Eléphant blanc ou réel projet d’utilité publique ? Toujours est-il qu’il existe des acteurs de la société civile qui croient dans les bienfaits du projet Metro Express. Far from the madding crowd des “anti” où se côtoient, pêle-mêle, certes des opposants sincères, mais aussi nombre de contestataires politiquement motivés quand ils ne sont pas, tout simplement, des porte-voix de lobbies intéressés, Week-End donne, cette semaine, la parole à trois des représentants d’organisations favorables à ce projet de mode alternatif de transport en commun par voie ferrée : Suttyadeo Tengur de l’Association pour la protection de l’environnement et des consommateurs (APEC), Sylvio Michel, leader des Verts fraternels et le syndicaliste Reeaz Chuttoo, négociateur de la Confédération des travailleurs du secteur privé (CTSP).

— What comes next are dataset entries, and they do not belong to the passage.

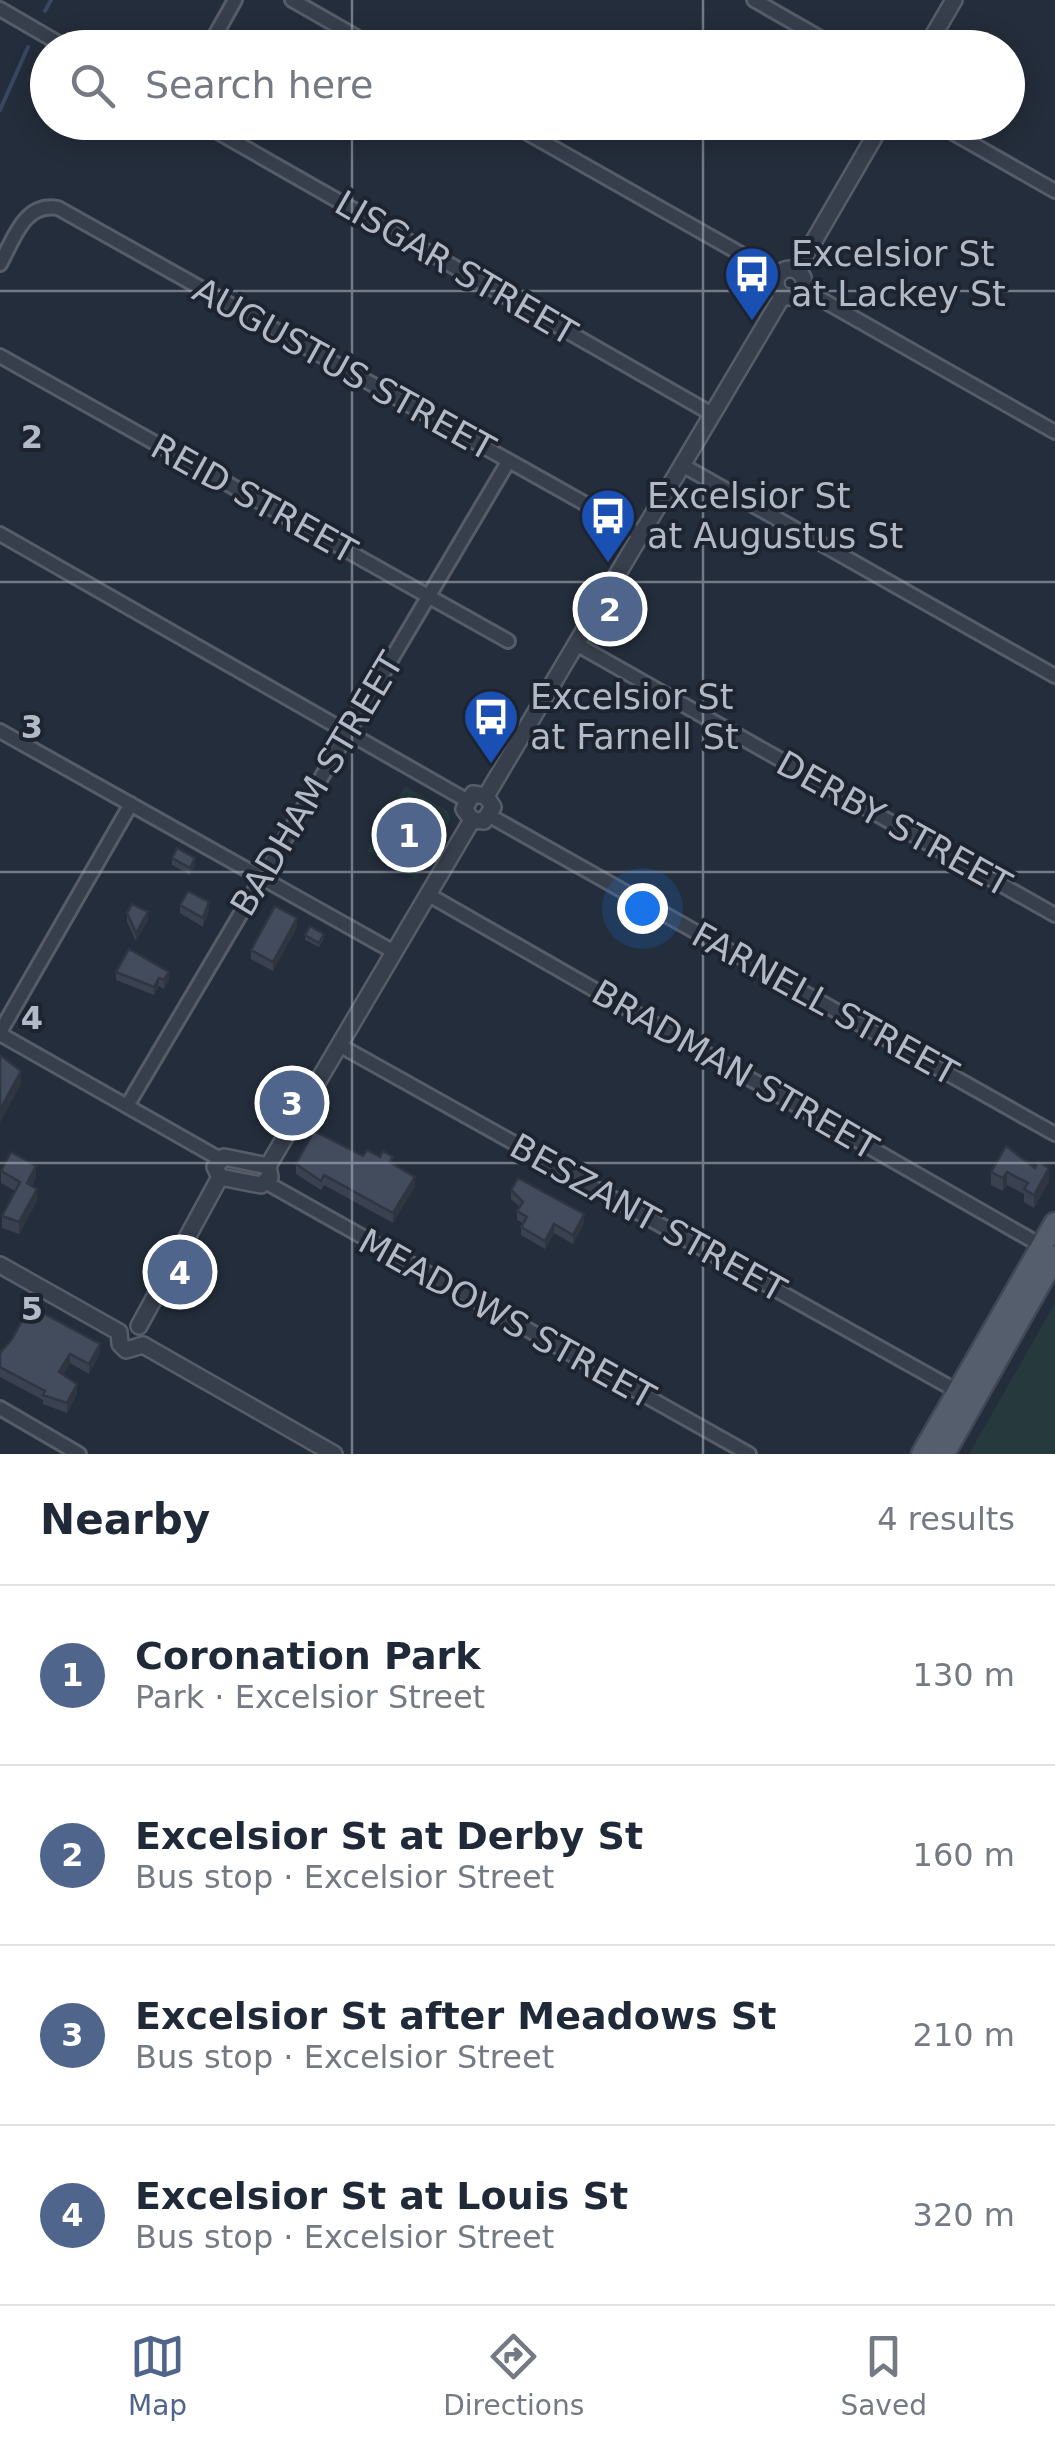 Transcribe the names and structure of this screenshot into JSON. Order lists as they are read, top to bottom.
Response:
{
  "streets": {
    "street": [
      "LISGAR STREET",
      "AUGUSTUS STREET",
      "REID STREET",
      "BADHAM STREET",
      "DERBY STREET",
      "FARNELL STREET",
      "BRADMAN STREET",
      "BESZANT STREET",
      "MEADOWS STREET"
    ]
  },
  "crossings": [
    ["AUGUSTUS STREET", "BADHAM STREET"],
    ["REID STREET", "BADHAM STREET"]
  ],
  "places": {
    "bus stop": ["Excelsior St at Lackey St", "Excelsior St at Augustus St", "Excelsior St at Farnell St"]
  },
  "page": {
    "search": "Search here",
    "pins": [
      "2",
      "1",
      "3",
      "4"
    ],
    "heading": ["Nearby", "4 results"],
    "list": [
      {
        "mark": "1",
        "name": "Coronation Park",
        "note": "Park · Excelsior Street",
        "value": "130 m"
      },
      {
        "mark": "2",
        "name": "Excelsior St at Derby St",
        "note": "Bus stop · Excelsior Street",
        "value": "160 m"
      },
      {
        "mark": "3",
        "name": "Excelsior St after Meadows St",
        "note": "Bus stop · Excelsior Street",
        "value": "210 m"
      },
      {
        "mark": "4",
        "name": "Excelsior St at Louis St",
        "note": "Bus stop · Excelsior Street",
        "value": "320 m"
      }
    ],
    "nav": ["Map", "Directions", "Saved"]
  },
  "grid": {
    "rows": [
      "2",
      "3",
      "4",
      "5"
    ]
  }
}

Métro, Tramway, Monorail : Suttyadeo Tengur de l’APEC estime qu’importe le nom qu’on lui donne, un nouveau mode de transport en commun par voie ferrée aura surtout pour avantage d’offrir au public voyageur un choix additionnel de se déplacer d’un endroit à l’autre. Aussi, pour lui, ce mode alternatif de transport ne pourra que favoriser encore plus la compétition au profit des voyageurs. Il soutient que cette offre additionnelle de transport en commun ne pourra « qu’empower » encore plus les usagers dans l’esprit même de l’adage à l’effet qu’en toute circonstance « le client est roi ».
L’autre raison pour laquelle l’animateur de l’APEC se déclare favorable au Metro Express : l’épineux problème de congestion routière. Il rappelle que selon les estimations officielles, ce problème qui coûte actuellement Rs 4 milliards au pays lui coûtera, bientôt, Rs 9 milliards à l’horizon 2020. Il fait valoir, par ailleurs, l’incidence d’un trop-plein de véhicules automobiles en tout genre à Maurice sur l’environnement.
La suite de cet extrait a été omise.